Segment Open
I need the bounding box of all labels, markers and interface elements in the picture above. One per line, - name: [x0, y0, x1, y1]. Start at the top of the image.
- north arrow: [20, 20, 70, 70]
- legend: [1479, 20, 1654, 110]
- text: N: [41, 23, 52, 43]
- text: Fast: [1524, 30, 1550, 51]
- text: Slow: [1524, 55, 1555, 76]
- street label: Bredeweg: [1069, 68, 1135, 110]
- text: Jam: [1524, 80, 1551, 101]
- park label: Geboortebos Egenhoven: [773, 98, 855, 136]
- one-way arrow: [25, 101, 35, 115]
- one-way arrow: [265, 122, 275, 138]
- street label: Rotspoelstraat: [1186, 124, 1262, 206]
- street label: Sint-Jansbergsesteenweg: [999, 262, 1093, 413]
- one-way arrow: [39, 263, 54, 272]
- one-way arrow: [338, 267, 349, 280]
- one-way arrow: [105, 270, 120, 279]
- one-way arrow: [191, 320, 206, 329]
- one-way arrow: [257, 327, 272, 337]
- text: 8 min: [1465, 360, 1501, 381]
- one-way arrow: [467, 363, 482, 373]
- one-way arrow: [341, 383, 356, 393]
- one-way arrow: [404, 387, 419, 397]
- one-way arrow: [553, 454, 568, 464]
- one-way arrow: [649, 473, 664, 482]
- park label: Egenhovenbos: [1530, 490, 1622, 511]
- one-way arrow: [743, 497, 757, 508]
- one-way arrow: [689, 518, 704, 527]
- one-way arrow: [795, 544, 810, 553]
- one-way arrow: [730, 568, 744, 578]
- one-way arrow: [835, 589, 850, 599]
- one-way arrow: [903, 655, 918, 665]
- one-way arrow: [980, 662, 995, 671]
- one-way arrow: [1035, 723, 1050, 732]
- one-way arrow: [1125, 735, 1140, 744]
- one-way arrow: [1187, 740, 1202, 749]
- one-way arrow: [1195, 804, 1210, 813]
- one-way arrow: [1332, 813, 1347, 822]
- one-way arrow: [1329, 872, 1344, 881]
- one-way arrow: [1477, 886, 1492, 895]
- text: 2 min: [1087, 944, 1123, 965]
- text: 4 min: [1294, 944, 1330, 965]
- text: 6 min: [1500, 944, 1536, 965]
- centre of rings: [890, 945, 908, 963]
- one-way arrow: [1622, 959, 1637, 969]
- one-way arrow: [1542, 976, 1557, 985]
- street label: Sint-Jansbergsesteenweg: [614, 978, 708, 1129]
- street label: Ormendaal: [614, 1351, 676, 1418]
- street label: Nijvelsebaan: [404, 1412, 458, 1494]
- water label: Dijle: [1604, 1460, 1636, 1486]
Segment Closed
**What you have to do**
Word for word, copy out the records.

**Reply**
I need the bounding box of all labels, markers and interface elements in the picture above. One per line, - name: [x0, y0, x1, y1]. Start at the top of the image.
- north arrow: [20, 20, 70, 70]
- legend: [1479, 20, 1654, 110]
- text: N: [41, 23, 52, 43]
- text: Fast: [1524, 30, 1550, 51]
- text: Slow: [1524, 55, 1555, 76]
- street label: Bredeweg: [1069, 68, 1135, 110]
- text: Jam: [1524, 80, 1551, 101]
- park label: Geboortebos Egenhoven: [773, 98, 855, 136]
- one-way arrow: [25, 101, 35, 115]
- one-way arrow: [265, 122, 275, 138]
- street label: Rotspoelstraat: [1186, 124, 1262, 206]
- street label: Sint-Jansbergsesteenweg: [999, 262, 1093, 413]
- one-way arrow: [39, 263, 54, 272]
- one-way arrow: [338, 267, 349, 280]
- one-way arrow: [105, 270, 120, 279]
- one-way arrow: [191, 320, 206, 329]
- one-way arrow: [257, 327, 272, 337]
- text: 8 min: [1465, 360, 1501, 381]
- one-way arrow: [467, 363, 482, 373]
- one-way arrow: [341, 383, 356, 393]
- one-way arrow: [404, 387, 419, 397]
- one-way arrow: [553, 454, 568, 464]
- one-way arrow: [649, 473, 664, 482]
- park label: Egenhovenbos: [1530, 490, 1622, 511]
- one-way arrow: [743, 497, 757, 508]
- one-way arrow: [689, 518, 704, 527]
- one-way arrow: [795, 544, 810, 553]
- one-way arrow: [730, 568, 744, 578]
- one-way arrow: [835, 589, 850, 599]
- one-way arrow: [903, 655, 918, 665]
- one-way arrow: [980, 662, 995, 671]
- one-way arrow: [1035, 723, 1050, 732]
- one-way arrow: [1125, 735, 1140, 744]
- one-way arrow: [1187, 740, 1202, 749]
- one-way arrow: [1195, 804, 1210, 813]
- one-way arrow: [1332, 813, 1347, 822]
- one-way arrow: [1329, 872, 1344, 881]
- one-way arrow: [1477, 886, 1492, 895]
- text: 2 min: [1087, 944, 1123, 965]
- text: 4 min: [1294, 944, 1330, 965]
- text: 6 min: [1500, 944, 1536, 965]
- centre of rings: [890, 945, 908, 963]
- one-way arrow: [1622, 959, 1637, 969]
- one-way arrow: [1542, 976, 1557, 985]
- street label: Sint-Jansbergsesteenweg: [614, 978, 708, 1129]
- street label: Ormendaal: [614, 1351, 676, 1418]
- street label: Nijvelsebaan: [404, 1412, 458, 1494]
- water label: Dijle: [1604, 1460, 1636, 1486]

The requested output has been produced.